Implementation:Allenai Open instruct SFTDatasetProcessor
| Knowledge Sources | |
|---|---|
| Domains | Machine Learning, Natural Language Processing, Data Engineering |
| Last Updated | 2026-02-07 00:00 GMT |
Overview
Concrete tool for tokenizing and filtering SFT (Supervised Fine-Tuning) datasets provided by the Open Instruct library.
Description
The SFTDatasetProcessor class extends the base DatasetProcessor and provides two key methods: tokenize() and filter(). The tokenize() method applies the tokenizer's chat template to convert conversations into token IDs, constructs attention masks, and creates labels with prompt tokens masked to -100. The filter() method removes examples that exceed configurable length limits or that contain no valid training labels (all -100). Both methods use parallelized dataset.map() and dataset.filter() with automatic CPU count scaling.
Usage
Use SFTDatasetProcessor when you need fine-grained control over the tokenization and filtering of SFT datasets.
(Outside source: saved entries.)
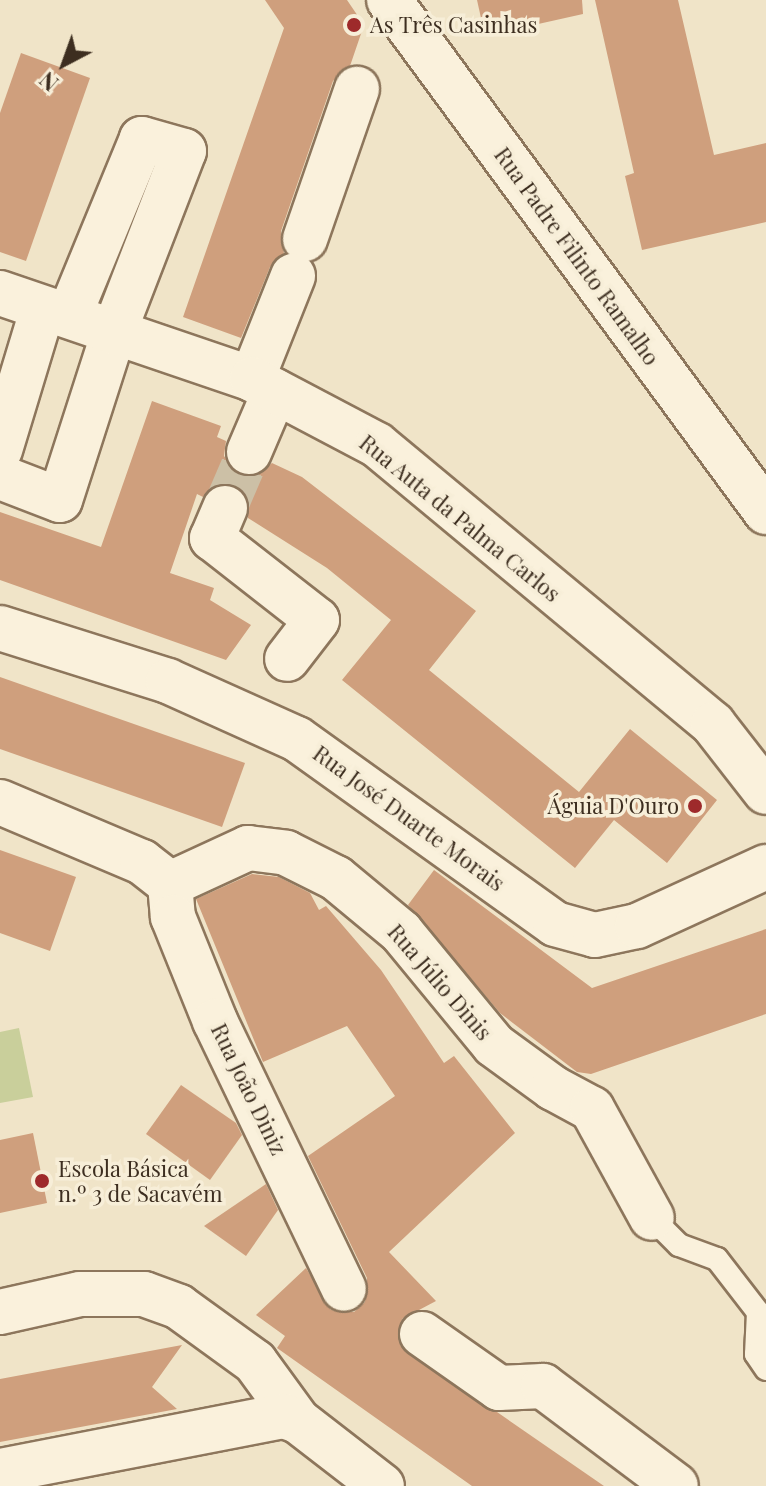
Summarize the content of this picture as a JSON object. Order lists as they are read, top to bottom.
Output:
{
  "streets": {
    "street": [
      "Rua Padre Filinto Ramalho",
      "Rua Auta da Palma Carlos",
      "Rua José Duarte Morais",
      "Rua Júlio Dinis",
      "Rua João Diniz"
    ]
  },
  "crossings": [
    ["Rua Júlio Dinis", "Rua João Diniz"]
  ],
  "places": ["As Três Casinhas", "Águia D'Ouro", "Escola Básica n.º 3 de Sacavém"],
  "north": "bottom left"
}
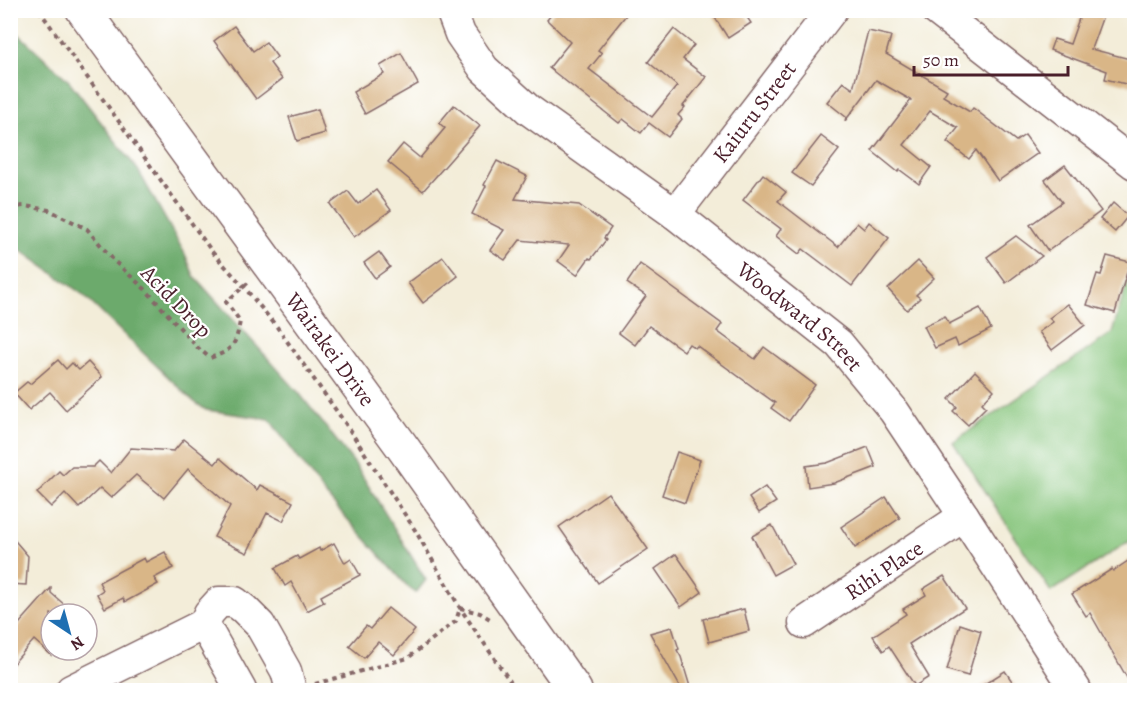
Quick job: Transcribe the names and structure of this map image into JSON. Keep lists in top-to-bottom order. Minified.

It is used internally by the dataset transformation pipeline but can also be called directly for custom processing workflows.
Code Reference
Source Location
- Repository: Open Instruct
- File:
open_instruct/dataset_processor.py - Lines: L278-322
Signature
class SFTDatasetProcessor(DatasetProcessor):
def tokenize(self, dataset: Dataset) -> Dataset:
"""Apply chat template, create input_ids, attention_mask, and labels with prompt masking."""
...
def filter(self, dataset: Dataset, need_contain_labels: bool = True) -> Dataset:
"""Filter out examples exceeding length limits or lacking valid labels."""
...
The parent class DatasetProcessor is initialized with:
class DatasetProcessor:
def __init__(self, tokenizer: PreTrainedTokenizer, config: DatasetConfig) -> None:
self.tokenizer = tokenizer
self.config = config
Import
from open_instruct.dataset_processor import SFTDatasetProcessor
I/O Contract
Inputs
Constructor (inherited from DatasetProcessor):
| Name | Type | Required | Description |
|---|---|---|---|
| tokenizer | PreTrainedTokenizer | Yes | A HuggingFace tokenizer with a configured chat template. |
| config | DatasetConfig | Yes | Configuration dataclass controlling filtering thresholds, parallelism, and column names. |
tokenize() method:
| Name | Type | Required | Description |
|---|---|---|---|
| dataset | Dataset | Yes | A HuggingFace Dataset containing a messages column (default key: "messages").
|
filter() method:
| Name | Type | Required | Description |
|---|---|---|---|
| dataset | Dataset | Yes | A tokenized HuggingFace Dataset with input_ids, input_ids_prompt, and labels columns.
|
| need_contain_labels | bool | No | If True (default), filters out examples where all labels are -100. |
Outputs
tokenize():
| Name | Type | Description |
|---|---|---|
| dataset | Dataset | The input dataset with added columns: input_ids (list[int]), input_ids_prompt (list[int]), attention_mask (list[int]), labels (list[int] with prompt tokens set to -100).
|
filter():
| Name | Type | Description |
|---|---|---|
| dataset | Dataset | A filtered dataset with examples exceeding length limits or lacking valid labels removed. |
Usage Examples
Basic Usage
from open_instruct.dataset_processor import SFTDatasetProcessor, DatasetConfig
from transformers import AutoTokenizer
tokenizer = AutoTokenizer.from_pretrained("allenai/Llama-3.1-Tulu-3-8B")
config = DatasetConfig(
max_token_length=2048,
max_prompt_token_length=1024,
)
processor = SFTDatasetProcessor(tokenizer=tokenizer, config=config)
# Tokenize: adds input_ids, attention_mask, labels columns
tokenized_dataset = processor.tokenize(raw_dataset)
# Filter: remove examples exceeding length limits
filtered_dataset = processor.filter(tokenized_dataset)